Doctor Who soundtrack chronology
| Doctor Who at the BBC Radiophonic Workshop Volume 1: The Early Years 1963–1969 (2000) | Doctor Who at the BBC Radiophonic Workshop Volume 2: New Beginnings 1970–1980 (2000) | Music from the Tenth Planet (2000) |

= Doctor Who at the BBC Radiophonic Workshop Volume 2: New Beginnings 1970–1980 =

Doctor Who at the BBC Radiophonic Workshop Volume 2: New Beginnings 1970–1980 is the second in a series of compilations of BBC Radiophonic Workshop music from Doctor Who. The album collected various incidental music from the 1970s including, for the first time, the complete Malcolm Clarke score for the 1972 serial The Sea Devils, only the second scored completely by the Radiophonic Workshop.
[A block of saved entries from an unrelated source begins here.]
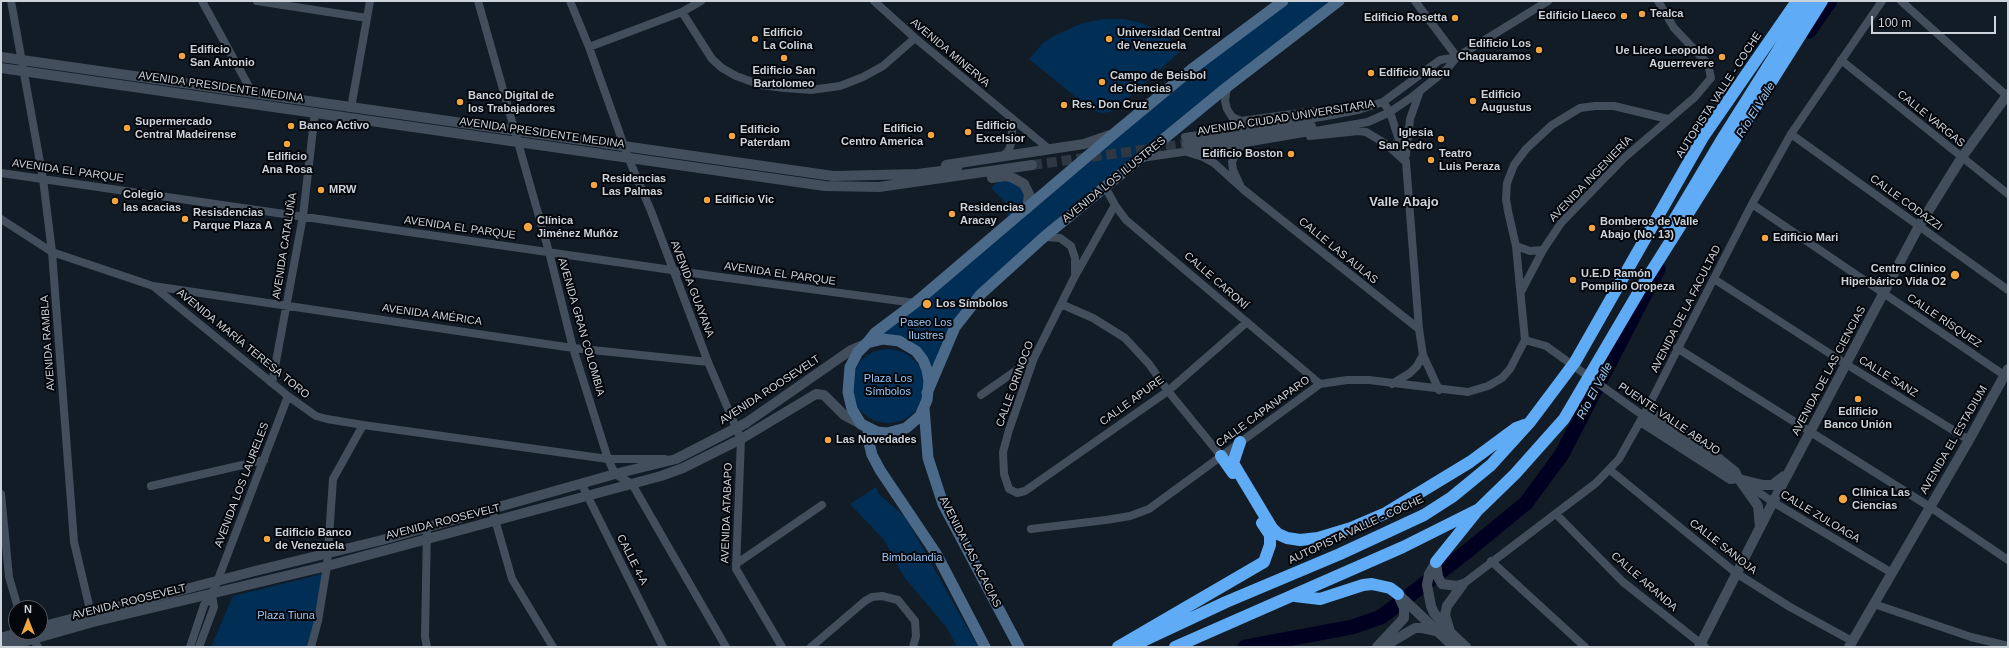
<!DOCTYPE html>
<meta charset="utf-8">
<style>
body{margin:0}
#map{position:relative;width:2009px;height:648px;overflow:hidden;background:#121c27;font-family:Helvetica,sans-serif}
canvas{display:block}
.frame{position:absolute;inset:0;border:2px solid #ccd3db;pointer-events:none}
.north{position:absolute;left:8px;top:600px;width:40px;height:40px;box-sizing:border-box;background:#03060a;border:1px solid #53585e;border-radius:50%;rotate:0deg;font-size:11px;font-weight:700;line-height:16px;text-align:center;color:#ccd3db}
.north::after{content:'';display:block;margin:auto;width:14px;height:18px;background:#f2a540;clip-path:polygon(50% 0,100% 100%,50% 72%,0 100%)}
.scale{position:absolute;left:1871px;top:16px;width:125px;height:18px;box-sizing:border-box;border:2px solid #ccd3db;border-top:0;padding-left:5px;font-size:12px;line-height:14px;white-space:nowrap;color:#ccd3db;-webkit-text-stroke:3px #03060a;paint-order:stroke}
</style>
<div id="map">
<canvas width="2009" height="648"></canvas>
<div class="frame"></div>
<div class="north">N</div>
<div class="scale">100 m</div>
</div>
<script>
const c = document.querySelector('canvas').getContext('2d');
c.lineJoin = 'round';
function fillPath(path, color) {
  c.fillStyle = color;
  c.fill(path, 'evenodd');
}
function toPath(rows) {
  const path = new Path2D();
  for (const r of rows) {
    if (r.length === 3) {
      path.moveTo(r[0] + r[2], r[1]);
      path.arc(r[0], r[1], r[2], 0, 2 * Math.PI);
      continue;
    }
    path.moveTo(r[0], r[1]);
    for (let i = 2; i < r.length; i += 2) path.lineTo(r[i], r[i + 1]);
  }
  return path;
}
function stroke(path, color, width, dash) {
  c.strokeStyle = color;
  c.lineWidth = width;
  c.lineCap = dash ? 'butt' : 'round';
  c.setLineDash(dash || []);
  c.stroke(path);
}
function write(font, color, halo, rows, align = 'center') {
  c.font = font + ' Helvetica,sans-serif';
  c.lineWidth = 4;
  c.setLineDash([]);
  c.textBaseline = 'middle';
  c.strokeStyle = halo;
  c.fillStyle = color;
  for (const [text, x, y, turn = 0] of rows) {
    c.save();
    c.translate(x, y);
    c.rotate((+turn || 0) * Math.PI / 180);
    c.textAlign = isNaN(turn) ? turn : align;
    if (halo) c.strokeText(text, 0, 0);
    c.fillText(text, 0, 0);
    c.restore();
  }
}
fillPath(toPath([
 [1283,1,1339,1,1246,71,966,310,929,388,926,369,902,344,869,342,1038,200],
 [1103,19,1124,19,1144,24,1162,34,1183,49,1116,109,1110,112,1101,113,1090,109,1029,59,1043,43,1055,35,1083,23],
 [1001,179,1019,183,1025,194,1024,207,1008,218,1004,201,991,188],
 [888,386,37],
 [876,487,879,494,906,518,978,647,957,647,947,628,904,577,884,540,850,504],
 [322,574,310,647,211,647,233,596]
]), '#012e54');
stroke(toPath([
 [1809,31,1830,1],
 [1245,647,1352,627,1381,617,1465,553,1526,503,1562,454,1658,269]
]), '#000021', 15);
stroke(toPath([
 [1032,165,1186,144]
]), '#2e3742', 10, [10, 5]);
stroke(toPath([
 [11,1,43,179,52,252,74,542,92,618],
 [202,1,253,94],
 [257,1,367,18],
 [478,1,549,252,573,348,608,459,615,474,632,484,726,647],
 [570,1,589,47,628,157,651,211,708,362,741,439,736,569,782,647],
 [874,1,915,38,1049,149],
 [1415,1,1457,57],
 [1901,1,2008,97],
 [682,12,712,59,722,68,736,76,761,85,785,88,811,90,840,86,863,77,883,66,915,38],
 [589,47,682,12,701,1],
 [1841,60,2008,194],
 [1227,87,1225,101,1227,109,1232,117,1241,121,1322,110,1332,115],
 [1383,102,1390,112,1406,162,1419,329,1423,355,1439,390],
 [351,108,370,1],
 [1791,134,2008,290],
 [1310,136,1359,131,1366,132,1386,144,1406,162],
 [1185,137,1321,117,1358,110,1383,102,1440,60,1457,57],
 [1186,144,1312,126],
 [1190,153,1203,157,1214,163,1244,190,1419,329],
 [1406,155,1410,119,1420,91],
 [1003,156,1009,150,1012,140,1012,120],
 [1141,158,1245,143,1368,122,1390,112,1412,97,1446,70,1457,57,1548,1],
 [1,173,713,276,915,303],
 [1240,185,1233,170,1232,162,1237,150,1245,143],
 [1105,187,1115,205,1126,220,1320,384],
 [1752,204,2004,375],
 [1115,205,1075,276,1034,358,1009,430,1003,452,1004,474,1009,489,1017,493,1025,491,1168,391,1247,322],
 [1,219,52,252,153,286,288,396,316,416,327,419,363,425,608,459,665,459],
 [1044,237,1060,238,1071,246,1075,258,1075,273],
 [1516,246,1530,251,1543,250],
 [1714,279,1846,364,1969,440],
 [153,286,573,348,708,362],
 [1522,290,1543,250,1561,223,1624,158,1695,97,1711,78,1708,64,1674,28,1658,1],
 [1061,304,1093,318,1125,338,1149,364,1168,391,1221,456],
 [1525,340,1546,346,1638,412,1773,502,1892,573],
 [1525,340,1516,246,1508,211,1506,199,1507,183,1514,165,1526,149,1552,125,1580,108,1595,106,1614,106,1668,119],
 [1677,348,1930,507,2008,560],
 [272,383,303,216,315,112],
 [1392,384,1410,373,1417,366,1423,355],
 [981,395,1034,358],
 [1647,409,1721,459,1736,471,1739,478],
 [1640,422,1730,480,1739,479],
 [1610,470,1736,573,1790,607,1852,641],
 [581,483,663,647],
 [151,486,264,460],
 [1,494,9,577,18,608],
 [492,509,512,579,553,647],
 [1556,514,1623,582,1705,647],
 [427,527,425,637,427,647],
 [1031,529,1106,520,1130,516,1149,509,1320,384,1347,380,1369,380,1468,392,1488,386,1502,378,1510,369,1525,340],
 [1491,561,1585,647],
 [736,564,822,505],
 [1463,584,1596,483,1619,459,1647,409,1752,204,1791,134,1882,1],
 [1874,604,1971,637,2008,646],
 [29,632,38,647],
 [190,647,204,605,212,595,288,396],
 [199,647,214,607,212,595],
 [311,647,318,621,327,566,333,479,363,425],
 [811,647,865,601,872,597,882,596,898,600,915,621,916,636,913,647]
]), '#424e5b', 8);
stroke(toPath([
 [1,57,833,176,918,174,957,169],
 [1,68,825,186,879,187,1032,165],
 [946,165,1084,144,1110,135],
 [992,178,1005,176,1013,178,1024,184,1029,194,1027,209],
 [1739,479,1763,485,1772,485,1784,476],
 [1739,479,1758,506,1760,527],
 [1436,562,1429,574,1427,585,1431,606,1434,613,1453,635,1466,647],
 [1436,562,1438,577,1442,584,1457,586,1463,584],
 [1398,594,1454,647],
 [40,627,255,571,382,540,615,474,676,459,746,423,851,350,863,345],
 [1449,628,1445,615,1447,606,1463,584],
 [1,638,21,632],
 [5,647,93,622,327,566,661,476,683,468,741,439,816,394,824,395,844,415,861,424],
 [1377,647,1404,618,1404,608,1399,597],
 [1383,647,1415,628,1422,628,1436,631],
 [1699,647,1773,502,1919,226,1962,157,2008,94],
 [1849,647,1969,440,2008,369]
]), '#424e5b', 10);
stroke(toPath([
 [883,339,899,341,916,351,923,360,927,370,929,381,927,400,920,416,906,428,887,433,877,432,861,424,852,409,848,392,850,367,858,352,867,343,883,339],
 [867,343,875,333,915,303,1116,132,1192,69,1283,1],
 [927,393,955,327,981,294,1044,237,1227,87,1339,1],
 [924,408,928,458,943,504,1019,647],
 [868,429,869,443,872,455,880,470,937,555,985,647]
]), '#4b6a89', 11);
stroke(toPath([
 [1668,230,1721,141,1809,1],
 [1240,442,1233,463,1272,528,1278,534,1287,538,1300,540,1318,538,1351,528,1386,513,1470,462,1516,428,1524,425],
 [1221,456,1233,473],
 [1436,562,1477,511],
 [1295,596,1320,599,1363,585,1372,584,1390,588,1398,594],
 [1118,647,1264,562,1270,545,1270,535,1262,523],
 [1130,647,1226,602,1340,554,1424,515,1452,497,1491,465,1530,422,1575,362,1703,137,1797,1],
 [1175,647,1403,547,1479,509,1515,474,1564,419,1641,288,1822,1]
]), '#5fabf5', 12);
for (const [x, y, r, color] of [
 [1642,14,4,"#f2a540"],
 [1624,16,4,"#f2a540"],
 [1455,18,4,"#f2a540"],
 [755,39,4,"#f2a540"],
 [1109,39,4,"#f2a540"],
 [1539,50,4,"#f2a540"],
 [182,56,4,"#f2a540"],
 [1722,57,4,"#f2a540"],
 [784,58,4,"#f2a540"],
 [1371,73,4,"#f2a540"],
 [1102,82,4,"#f2a540"],
 [1473,101,4,"#f2a540"],
 [460,102,4,"#f2a540"],
 [1064,105,4,"#f2a540"],
 [291,126,4,"#f2a540"],
 [127,128,4,"#f2a540"],
 [968,132,4,"#f2a540"],
 [931,135,4,"#f2a540"],
 [732,136,4,"#f2a540"],
 [1441,139,4,"#f2a540"],
 [287,144,4,"#f2a540"],
 [1291,154,4,"#f2a540"],
 [1431,160,4,"#f2a540"],
 [594,185,4,"#f2a540"],
 [321,190,4,"#f2a540"],
 [707,200,4,"#f2a540"],
 [115,201,4,"#f2a540"],
 [952,214,4,"#f2a540"],
 [185,219,4,"#f2a540"],
 [528,227,5,"#f2a540"],
 [1592,228,4,"#f2a540"],
 [1765,238,4,"#f2a540"],
 [1955,275,5,"#f2a540"],
 [1573,280,4,"#f2a540"],
 [927,304,5,"#f2a540"],
 [1858,399,4,"#f2a540"],
 [828,440,4,"#f2a540"],
 [1843,499,5,"#f2a540"],
 [267,539,4,"#f2a540"]
]) {
  const dot = new Path2D();
  dot.arc(x, y, r, 0, 2 * Math.PI);
  c.fillStyle = color;
  c.fill(dot);
  stroke(dot, '#03060a', 1.5);
}
write('bold 11px', '#ccd3db', '#03060a', [
 ["Tealca",1650,14],
 ["Edificio Llaeco",1616,16,"right"],
 ["Edificio Rosetta",1447,18,"right"],
 ["Edificio",763,33],
 ["La Colina",763,46],
 ["Universidad Central",1117,33],
 ["de Venezuela",1117,46],
 ["Edificio Los",1531,44,"right"],
 ["Chaguaramos",1531,57,"right"],
 ["Edificio",190,50],
 ["San Antonio",190,63],
 ["Ue Liceo Leopoldo",1714,51,"right"],
 ["Aguerrevere",1714,64,"right"],
 ["Edificio San",784,71,"center"],
 ["Bartolomeo",784,84,"center"],
 ["Edificio Macu",1379,73],
 ["Campo de Beisbol",1110,76],
 ["de Ciencias",1110,89],
 ["Edificio",1481,95],
 ["Augustus",1481,108],
 ["Banco Digital de",468,96],
 ["los Trabajadores",468,109],
 ["Res. Don Cruz",1072,105],
 ["Supermercado",135,122],
 ["Central Madeirense",135,135],
 ["Banco Activo",299,126],
 ["Edificio",976,126],
 ["Excelsior",976,139],
 ["Edificio",923,129,"right"],
 ["Centro America",923,142,"right"],
 ["Edificio",740,130],
 ["Paterdam",740,143],
 ["Iglesia",1433,133,"right"],
 ["San Pedro",1433,146,"right"],
 ["Edificio Boston",1283,154,"right"],
 ["Teatro",1439,154],
 ["Luis Peraza",1439,167],
 ["Edificio",287,157,"center"],
 ["Ana Rosa",287,170,"center"],
 ["Residencias",602,179],
 ["Las Palmas",602,192],
 ["MRW",329,190],
 ["Colegio",123,195],
 ["las acacias",123,208],
 ["Edificio Vic",715,200],
 ["Residencias",960,208],
 ["Aracay",960,221],
 ["Resisdencias",193,213],
 ["Parque Plaza A",193,226],
 ["Clínica",537,221],
 ["Jiménez Muñóz",537,234],
 ["Bomberos de Valle",1600,222],
 ["Abajo (No. 13)",1600,235],
 ["Edificio Mari",1773,238],
 ["Centro Clínico",1946,269,"right"],
 ["Hiperbárico Vida O2",1946,282,"right"],
 ["U.E.D Ramón",1581,274],
 ["Pompilio Oropeza",1581,287],
 ["Los Símbolos",936,304],
 ["Edificio",1858,412,"center"],
 ["Banco Unión",1858,425,"center"],
 ["Las Novedades",836,440],
 ["Clínica Las",1852,493],
 ["Ciencias",1852,506],
 ["Edificio Banco",275,533],
 ["de Venezuela",275,546]
], 'left');
write('11px', '#ccd3db', '#03060a', [
 ["AVENIDA MINERVA",950,53,40],
 ["AVENIDA PRESIDENTE MEDINA",221,87,8],
 ["AUTOPISTA VALLE - COCHE",1719,95,-57],
 ["AVENIDA CIUDAD UNIVERSITARIA",1286,118,-9],
 ["CALLE VARGAS",1931,119,39],
 ["AVENIDA PRESIDENTE MEDINA",542,133,8],
 ["AVENIDA EL PARQUE",68,171,8],
 ["AVENIDA INGENIERÍA",1591,179,-46],
 ["AVENIDA LOS ILUSTRES",1114,180,-39],
 ["CALLE CODAZZI",1906,203,36],
 ["AVENIDA EL PARQUE",460,228,8],
 ["AVENIDA CATALUÑA",285,246,-81],
 ["CALLE LAS AULAS",1338,251,39],
 ["AVENIDA EL PARQUE",780,274,8],
 ["CALLE CARONÍ",1216,281,41],
 ["AVENIDA GUAYANA",692,289,69],
 ["AVENIDA DE LA FACULTAD",1686,309,-63],
 ["AVENIDA AMÉRICA",432,315,8],
 ["CALLE RÍSQUEZ",1944,321,34],
 ["AVENIDA GRAN COLOMBIA",581,327,74],
 ["AVENIDA RAMBLA",48,343,-94],
 ["AVENIDA MARÍA TERESA TORO",243,344,39],
 ["AVENIDA DE LAS CIENCIAS",1829,371,-62],
 ["CALLE SANZ",1888,377,32],
 ["CALLE ORINOCO",1015,384,-70],
 ["AVENIDA ROOSEVELT",770,390,-33],
 ["CALLE APURE",1132,401,-36],
 ["CALLE CAPANAPARO",1263,412,-36],
 ["PUENTE VALLE ABAJO",1669,419,34],
 ["AVENIDA EL ESTADIUM",1954,440,-60],
 ["AVENIDA LOS LAURELES",242,485,-69],
 ["AVENIDA ATABAPO",727,513,-88],
 ["CALLE ZULOAGA",1820,517,31],
 ["AVENIDA ROOSEVELT",443,522,-14],
 ["AUTOPISTA VALLE - COCHE",1356,530,-25],
 ["CALLE SANOJA",1723,547,38],
 ["AVENIDA LAS ACACIAS",970,552,63],
 ["CALLE 4-A",632,560,63],
 ["CALLE ARANDA",1644,582,41],
 ["AVENIDA ROOSEVELT",129,602,-14]
]);
write('11px', '#9bc8f8', '#03060a', [
 ["Paseo Los",926,323],
 ["Ilustres",926,336],
 ["Plaza Los",888,379],
 ["Símbolos",888,392],
 ["Bimbolandia",912,558],
 ["Plaza Tiuna",286,616]
]);
write('italic 12px', '#9ac8f7', '#03060a', [
 ["Río El Valle",1756,110,-58],
 ["Río El Valle",1595,391,-62]
]);
write('bold 13px', '#ccd3db', '#03060a', [
 ["Valle Abajo",1404,202]
]);
</script>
The compilation also featured a few of Dudley Simpson's compositions as realised by Brian Hodgson, some Delia Derbyshire music as featured in Inferno, two Peter Howell demos from 1979 and a selection of Dick Mills' sound effects from the era.

==Track listing==

| Track # | Artist | Track name | Stories used in |
| 1 | Delia Derbyshire | "Doctor Who (Opening Title Theme, 1970)" | various |
| 2 | Brian Hodgson | "TARDIS Control On & Warp Transfer" | Inferno |
| 3 | Delia Derbyshire | "Blue Veils & Golden Sands" |
| 4 | Delia Derbyshire | "The Delian Mode" |
| 5 | Brian Hodgson | "The Master's Theme" (composed by Dudley Simpson) | The Mind of Evil |
| 6 | "Dover Castle" (composed by Dudley Simpson) |
| 7 | "Keller Machine Appears / Vanishes" |
| 8 | "Keller Machine Theme" (composed by Dudley Simpson) |
| 9 | "Brain Centre Atmosphere" | The Claws of Axos |
| 10 | "The Axons Approach" (composed by Dudley Simpson) |
| 11 | "TARDIS Lands" |
| 12 | Delia Derbyshire | "Doctor Who (Closing Title Theme, 1970)" | various |
| 13 | Malcolm Clarke | "The Prison" | The Sea Devils |
| 14 | "The Master" |
| 15 | "The Naval Base" |
| 16 | "The Sea Fort" |
| 17 | "Stranded" |
| 18 | "The Sea Devil" |
| 19 | "The Master at Large" |
| 20 | "Air-Conditioning Problem" |
| 21 | "Duel" |
| 22 | "The Master's Plan" |
| 23 | "The Submarine" |
| 24 | "Jo Frees the Doctor" |
| 25 | "Rock Bottom" |
| 26 | "The Beach" |
| 27 | "The Minefield" |
| 28 | "Devil Underwater" |
| 29 | "The Doctor and Jo on the Run" |
| 30 | "The Sea Devils Take the Prison" |
| 31 | "The Diving-Bell" |
| 32 | "Mr Walker's War" |
| 33 | "Torpedo" |
| 34 | "Attack in Force" |
| 35 | "Ventilation Shaft" |
| 36 | "Sea Chase" |
| 37 | "Escape" |
| 38 | Delia Derbyshire | "Doctor Who (Stereo Version, 1972)" | single release |
| 39 | Delia Derbyshire & Brian Hodgson with Paddy Kingsland | "Doctor Who (Delaware Version, 1972)" | —N/a |
| 40 | Dick Mills | "Aggedor's Temple Atmosphere, Peladon" | The Monster of Peladon (sound effects) |
| 41 | "Metebelis III Atmosphere" | Planet of the Spiders (sound effects) |
| 42 | "Nerva Beacon Infrastructure & T-Mat Couch" | The Ark in Space (sound effects) |
| 43 | "The Planet Karn" | The Brain of Morbius (sound effects) |
| 44 | "The Shrine of the Sisterhood of Karn" |
| 45 | "The Mandragora Helix" | The Masque of Mandragora (sound effects) |
| 46 | "Nova Device Countdown & Explosion" | Destiny of the Daleks (sound effects) |
| 47 | Peter Howell | "Demo 1" | 1979 demos for The Horns of Nimon |
| 48 | "Demo 2" |
| 49 | "Doctor Who (New Theme, 1980)" | various |
Source:

==Reception==
In his review for Notes, Louis Niebur wrote that "the second volume, with the inclusion of Malcolm Clarke's The Sea Devils score, as well as selections from three other stories ... contrasted to Clarke's anarchic score, Dudley Simpson's music for The Mind of Evil and The Claws of Axos show what happens when the
synthesizer is treated as just another orchestral instrument. Simpson was to become the primary composer for the program throughout the 1970s, but his decision in the early 1970s to 'perform' his music entirely on the EMS VCS3, leads on this recording to some hilariously dated sounds, a frequent problem with early analog synthesizer music, and his are among the least successful tracks on this CD. By 1972, Simpson had begun composing for traditional instruments in combination with electronics provided by Brian Hodgson and Dick Mills of the Radiophonic Workshop, an arrangement that lasted nearly seven years. At the end of the decade the Doctor Who production team was looking to change the sound of the program again and asked if the Radiophonic Workshop could start providing them with entirely electronic scores on a full time basis."